There are many scenes in Shine that portray David’s close relationships with Pritchard and with his music professor Cecil Parkes; so much so that the two of them assume quasiparental roles in David’s life. This has the effect of making my father and mother appear neglectful and unloving as parents.
Parkes is portrayed as warm and fatherlike. In the film (though not in the screenplay) Parkes says to David, “Come on, my boy,” and takes him out to visit what appears to be a museum, pointing things out to him in a fatherly way—in much the same manner, in fact, as my father actually did. Parkes and David sing a duet together as they walk along merrily.
At one point David even addresses Parkes as “Daddy.” In scene 121, Parkes sits next to David at the piano and looks genuinely concerned. He asks: “What on earth is the problem?” David says: “If you do something wrong can you be punished for the rest of your life?” (alluding to my father’s entirely fictional “I won’t let anyone destroy this family” speech). Parkes says: “David, listen to me,” and David replies: “Yes, Daddy, sorry. Mustn’t make you angry, not another angry lion.”
In the screenplay, the scenes with Parkes have stage directions such as “Light pours in” (scene 112). Hicks has even put my real-life father’s own words about music into Parkes’s mouth. In scene 123, Parkes says to David: “Once you’ve done it [music] no one can ever take it away from you.”
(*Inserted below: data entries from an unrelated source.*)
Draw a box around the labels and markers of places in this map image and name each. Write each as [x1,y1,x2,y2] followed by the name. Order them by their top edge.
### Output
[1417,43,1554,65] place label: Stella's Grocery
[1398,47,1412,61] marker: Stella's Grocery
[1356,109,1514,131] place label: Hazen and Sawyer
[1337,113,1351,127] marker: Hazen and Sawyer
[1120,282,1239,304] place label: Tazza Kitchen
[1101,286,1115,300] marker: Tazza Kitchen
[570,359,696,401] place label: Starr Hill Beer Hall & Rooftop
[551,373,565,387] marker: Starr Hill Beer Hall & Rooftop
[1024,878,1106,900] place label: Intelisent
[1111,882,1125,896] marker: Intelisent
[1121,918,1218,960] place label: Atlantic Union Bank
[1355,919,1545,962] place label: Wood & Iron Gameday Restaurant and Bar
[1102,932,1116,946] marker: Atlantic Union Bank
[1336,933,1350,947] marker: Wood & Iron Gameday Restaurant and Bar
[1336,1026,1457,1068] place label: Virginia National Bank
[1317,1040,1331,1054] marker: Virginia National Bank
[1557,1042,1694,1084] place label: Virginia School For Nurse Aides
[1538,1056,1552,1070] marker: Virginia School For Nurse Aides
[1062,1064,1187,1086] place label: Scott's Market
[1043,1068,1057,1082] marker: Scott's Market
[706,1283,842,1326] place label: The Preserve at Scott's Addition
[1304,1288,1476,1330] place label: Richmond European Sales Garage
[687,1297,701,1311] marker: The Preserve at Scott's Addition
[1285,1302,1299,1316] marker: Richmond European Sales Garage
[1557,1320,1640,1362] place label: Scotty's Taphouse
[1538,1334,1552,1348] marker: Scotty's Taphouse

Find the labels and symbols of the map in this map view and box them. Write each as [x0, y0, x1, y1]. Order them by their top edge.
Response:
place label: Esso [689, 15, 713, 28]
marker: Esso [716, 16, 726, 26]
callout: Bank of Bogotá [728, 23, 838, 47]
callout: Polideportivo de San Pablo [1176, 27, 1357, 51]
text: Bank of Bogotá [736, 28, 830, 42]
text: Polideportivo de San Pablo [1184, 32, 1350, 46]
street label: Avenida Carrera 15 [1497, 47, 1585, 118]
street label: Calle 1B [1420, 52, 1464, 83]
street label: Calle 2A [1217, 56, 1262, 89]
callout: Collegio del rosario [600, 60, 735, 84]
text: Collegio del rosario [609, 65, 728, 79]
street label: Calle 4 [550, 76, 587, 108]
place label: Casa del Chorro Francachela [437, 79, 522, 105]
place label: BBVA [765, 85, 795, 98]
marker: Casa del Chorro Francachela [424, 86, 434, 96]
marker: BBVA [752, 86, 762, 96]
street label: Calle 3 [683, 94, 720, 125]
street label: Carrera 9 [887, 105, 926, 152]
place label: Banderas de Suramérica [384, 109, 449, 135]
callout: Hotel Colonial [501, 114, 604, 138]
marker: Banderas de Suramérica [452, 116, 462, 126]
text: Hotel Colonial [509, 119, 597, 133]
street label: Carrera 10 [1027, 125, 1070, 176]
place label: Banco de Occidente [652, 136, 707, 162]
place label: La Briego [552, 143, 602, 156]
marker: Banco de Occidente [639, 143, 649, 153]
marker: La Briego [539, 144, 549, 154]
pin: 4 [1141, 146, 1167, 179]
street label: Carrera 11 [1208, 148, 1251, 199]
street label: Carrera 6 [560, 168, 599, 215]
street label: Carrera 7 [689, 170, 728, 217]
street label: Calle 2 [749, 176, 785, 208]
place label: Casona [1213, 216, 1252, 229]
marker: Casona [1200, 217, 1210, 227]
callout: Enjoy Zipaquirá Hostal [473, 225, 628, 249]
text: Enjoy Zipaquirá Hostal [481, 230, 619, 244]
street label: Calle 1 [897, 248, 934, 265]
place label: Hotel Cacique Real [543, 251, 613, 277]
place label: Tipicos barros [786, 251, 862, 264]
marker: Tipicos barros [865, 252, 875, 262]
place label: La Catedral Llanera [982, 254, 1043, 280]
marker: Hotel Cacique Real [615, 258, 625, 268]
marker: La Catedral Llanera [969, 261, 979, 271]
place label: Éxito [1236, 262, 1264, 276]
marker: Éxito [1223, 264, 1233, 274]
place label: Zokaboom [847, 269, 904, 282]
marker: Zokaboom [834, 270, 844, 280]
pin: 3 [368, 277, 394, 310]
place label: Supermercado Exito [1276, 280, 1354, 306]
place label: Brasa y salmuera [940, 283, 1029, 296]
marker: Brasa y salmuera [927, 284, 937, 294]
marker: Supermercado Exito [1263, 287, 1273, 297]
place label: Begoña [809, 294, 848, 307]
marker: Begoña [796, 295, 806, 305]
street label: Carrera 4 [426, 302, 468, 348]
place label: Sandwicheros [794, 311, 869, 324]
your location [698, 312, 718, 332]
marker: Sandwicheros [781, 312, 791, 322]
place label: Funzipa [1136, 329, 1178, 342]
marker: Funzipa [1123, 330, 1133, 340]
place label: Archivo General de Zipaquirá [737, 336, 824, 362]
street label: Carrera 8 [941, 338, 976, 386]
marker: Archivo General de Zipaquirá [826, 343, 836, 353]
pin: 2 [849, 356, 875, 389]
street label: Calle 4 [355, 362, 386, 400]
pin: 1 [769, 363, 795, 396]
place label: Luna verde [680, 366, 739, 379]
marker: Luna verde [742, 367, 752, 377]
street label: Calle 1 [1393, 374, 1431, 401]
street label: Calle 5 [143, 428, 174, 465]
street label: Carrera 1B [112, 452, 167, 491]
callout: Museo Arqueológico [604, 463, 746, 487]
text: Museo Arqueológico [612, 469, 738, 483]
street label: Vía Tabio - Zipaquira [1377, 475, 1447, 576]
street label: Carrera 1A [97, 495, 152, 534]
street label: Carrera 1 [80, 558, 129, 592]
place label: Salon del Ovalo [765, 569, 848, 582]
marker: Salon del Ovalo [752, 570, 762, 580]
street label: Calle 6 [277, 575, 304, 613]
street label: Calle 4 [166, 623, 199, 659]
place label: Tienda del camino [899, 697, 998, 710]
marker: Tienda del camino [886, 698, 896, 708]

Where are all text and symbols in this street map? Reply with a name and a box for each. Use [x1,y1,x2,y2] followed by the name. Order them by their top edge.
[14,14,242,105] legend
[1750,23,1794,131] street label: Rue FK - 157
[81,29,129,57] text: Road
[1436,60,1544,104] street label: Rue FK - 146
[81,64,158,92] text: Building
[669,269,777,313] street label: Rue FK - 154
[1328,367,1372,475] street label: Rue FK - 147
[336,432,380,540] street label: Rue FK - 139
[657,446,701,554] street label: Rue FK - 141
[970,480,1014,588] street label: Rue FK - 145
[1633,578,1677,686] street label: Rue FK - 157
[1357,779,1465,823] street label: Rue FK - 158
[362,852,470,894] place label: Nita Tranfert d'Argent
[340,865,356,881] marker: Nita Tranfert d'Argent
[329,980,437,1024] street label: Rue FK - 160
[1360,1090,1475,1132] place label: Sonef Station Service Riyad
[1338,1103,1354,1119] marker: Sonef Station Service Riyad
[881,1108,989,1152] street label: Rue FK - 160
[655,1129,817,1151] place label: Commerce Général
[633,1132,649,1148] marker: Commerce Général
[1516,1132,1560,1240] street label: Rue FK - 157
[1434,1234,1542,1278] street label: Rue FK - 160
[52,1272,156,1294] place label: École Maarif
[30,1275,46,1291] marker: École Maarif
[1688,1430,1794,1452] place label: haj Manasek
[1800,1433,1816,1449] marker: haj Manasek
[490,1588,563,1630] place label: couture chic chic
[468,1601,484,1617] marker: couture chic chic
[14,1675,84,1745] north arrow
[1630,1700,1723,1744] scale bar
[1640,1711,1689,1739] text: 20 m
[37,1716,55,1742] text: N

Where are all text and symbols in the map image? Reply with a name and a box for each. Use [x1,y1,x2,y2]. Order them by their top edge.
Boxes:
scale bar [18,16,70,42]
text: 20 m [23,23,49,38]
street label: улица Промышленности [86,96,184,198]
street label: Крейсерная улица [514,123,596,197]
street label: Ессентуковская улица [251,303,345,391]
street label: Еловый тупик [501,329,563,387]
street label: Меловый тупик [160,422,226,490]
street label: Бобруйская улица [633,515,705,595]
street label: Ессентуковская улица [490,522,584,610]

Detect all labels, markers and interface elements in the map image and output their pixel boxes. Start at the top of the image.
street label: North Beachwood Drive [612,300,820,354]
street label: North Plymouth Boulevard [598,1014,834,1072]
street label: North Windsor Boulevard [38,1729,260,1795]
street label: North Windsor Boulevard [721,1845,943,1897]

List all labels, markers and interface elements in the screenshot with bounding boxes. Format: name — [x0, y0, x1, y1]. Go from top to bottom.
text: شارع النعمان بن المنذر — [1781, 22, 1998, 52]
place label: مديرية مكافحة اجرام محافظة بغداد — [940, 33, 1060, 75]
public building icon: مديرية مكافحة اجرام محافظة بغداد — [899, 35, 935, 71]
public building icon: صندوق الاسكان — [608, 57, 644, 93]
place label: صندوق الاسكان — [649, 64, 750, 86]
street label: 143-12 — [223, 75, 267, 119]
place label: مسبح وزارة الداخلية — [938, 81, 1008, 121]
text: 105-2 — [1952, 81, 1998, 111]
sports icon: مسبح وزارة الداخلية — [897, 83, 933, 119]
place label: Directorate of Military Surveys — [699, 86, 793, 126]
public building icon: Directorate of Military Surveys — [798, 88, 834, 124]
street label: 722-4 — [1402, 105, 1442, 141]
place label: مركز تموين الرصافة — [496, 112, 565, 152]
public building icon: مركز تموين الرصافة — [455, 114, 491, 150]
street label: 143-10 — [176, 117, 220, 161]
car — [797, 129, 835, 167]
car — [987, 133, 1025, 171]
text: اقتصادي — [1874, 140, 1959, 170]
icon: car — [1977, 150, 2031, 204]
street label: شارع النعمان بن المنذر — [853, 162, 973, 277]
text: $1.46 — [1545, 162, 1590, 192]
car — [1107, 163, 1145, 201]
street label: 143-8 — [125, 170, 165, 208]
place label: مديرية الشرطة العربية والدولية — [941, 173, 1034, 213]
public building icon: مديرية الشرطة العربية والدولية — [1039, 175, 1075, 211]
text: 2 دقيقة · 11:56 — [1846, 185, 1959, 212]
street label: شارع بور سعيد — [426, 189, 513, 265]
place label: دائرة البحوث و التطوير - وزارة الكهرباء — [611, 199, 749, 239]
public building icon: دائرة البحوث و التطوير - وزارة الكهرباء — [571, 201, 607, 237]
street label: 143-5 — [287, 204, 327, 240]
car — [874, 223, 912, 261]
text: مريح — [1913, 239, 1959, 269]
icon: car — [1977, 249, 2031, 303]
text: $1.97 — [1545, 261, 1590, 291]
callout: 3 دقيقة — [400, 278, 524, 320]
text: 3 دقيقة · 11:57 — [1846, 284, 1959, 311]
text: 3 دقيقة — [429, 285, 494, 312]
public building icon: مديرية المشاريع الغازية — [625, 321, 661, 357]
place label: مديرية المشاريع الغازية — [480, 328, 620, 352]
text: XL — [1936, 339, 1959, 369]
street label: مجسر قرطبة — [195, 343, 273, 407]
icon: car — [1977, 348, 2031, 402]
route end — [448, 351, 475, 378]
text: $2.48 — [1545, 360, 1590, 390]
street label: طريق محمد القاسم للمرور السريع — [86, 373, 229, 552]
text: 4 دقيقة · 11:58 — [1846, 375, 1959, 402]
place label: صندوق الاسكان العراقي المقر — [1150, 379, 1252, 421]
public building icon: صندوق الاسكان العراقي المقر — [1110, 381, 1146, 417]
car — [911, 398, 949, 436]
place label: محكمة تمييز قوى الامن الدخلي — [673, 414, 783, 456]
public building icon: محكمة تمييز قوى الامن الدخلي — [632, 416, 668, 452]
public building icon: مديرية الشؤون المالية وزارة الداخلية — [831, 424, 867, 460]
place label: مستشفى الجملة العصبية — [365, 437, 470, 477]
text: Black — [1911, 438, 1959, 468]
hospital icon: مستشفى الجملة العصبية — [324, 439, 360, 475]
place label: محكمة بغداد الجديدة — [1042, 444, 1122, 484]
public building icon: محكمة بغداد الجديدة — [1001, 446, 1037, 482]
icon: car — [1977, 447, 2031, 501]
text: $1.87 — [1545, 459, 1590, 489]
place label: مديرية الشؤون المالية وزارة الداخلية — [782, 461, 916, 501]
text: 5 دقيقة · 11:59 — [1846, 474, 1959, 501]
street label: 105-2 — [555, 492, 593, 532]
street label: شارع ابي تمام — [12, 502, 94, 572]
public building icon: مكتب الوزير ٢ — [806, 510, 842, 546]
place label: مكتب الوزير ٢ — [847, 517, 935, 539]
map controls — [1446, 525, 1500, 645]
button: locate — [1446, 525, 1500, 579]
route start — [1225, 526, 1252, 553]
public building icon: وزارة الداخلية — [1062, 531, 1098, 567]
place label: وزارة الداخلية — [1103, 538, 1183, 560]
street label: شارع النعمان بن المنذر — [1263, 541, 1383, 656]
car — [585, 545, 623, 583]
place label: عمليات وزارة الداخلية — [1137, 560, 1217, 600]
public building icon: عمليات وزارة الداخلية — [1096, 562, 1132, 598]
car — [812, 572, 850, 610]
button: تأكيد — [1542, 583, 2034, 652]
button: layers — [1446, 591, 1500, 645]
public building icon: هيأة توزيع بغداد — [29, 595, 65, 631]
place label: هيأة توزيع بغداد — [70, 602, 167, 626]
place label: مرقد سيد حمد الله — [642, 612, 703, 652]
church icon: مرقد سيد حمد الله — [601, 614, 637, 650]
As well as falsely depicting my father as a tyrant and a bully, Shine totally negates my mother’s role in David’s life. If Cecil Parkes is a quasifather figure, then Katherine Pritchard is a quasimother. David plays for Pritchard, sits next to her, and engages in mother/sonlike dialogue. For example, in scene 63, he says: “Tell me a story, Katherine. What story is it today?”
In the film version, Pr
itchard has a framed photo of the teenage David on her mantelpiece; her house is warm and comforting, in sharp contrast to the cold and loveless atmosphere with which my parents’ house is shrouded. Later on, David is shown sending tapes from London to Pritchard, but not to his own mother. Pritchard kisses and cuddles David. At one point, David asks her (scene 75) what her father was like, thus inviting comparison between families. In scene 72, Pritchard listens to David playing “the Rach 3,” and then she looks at his photo and says, “Bravo, David.”
Why doesn’t Hicks have my mother saying “Bravo, David”? Why doesn’t he show my mother reading David stories, as she did so often when he was young?
Katherine Pritchard’s caring, motherly qualities are contrasted with my mother’s sullen appearances at the kitchen sink. In the film, my mother is constantly grimy and involved in some household chore. She virtually ignores her children, and practically the only communication between her and my father is when they snap at each other. This is the complete opposite of my mother’s true disposition. In reality, she and David have always been close.
A few months ago, Marta Kaczmarek, the actress who plays my mother in Shine, stumbled across Leslie performing the violin in a Perth market. She approached him and actually apologized profusely for the hurt and harm that have been caused to him by what she now knows to have been an utterly fictitious piece of cinema.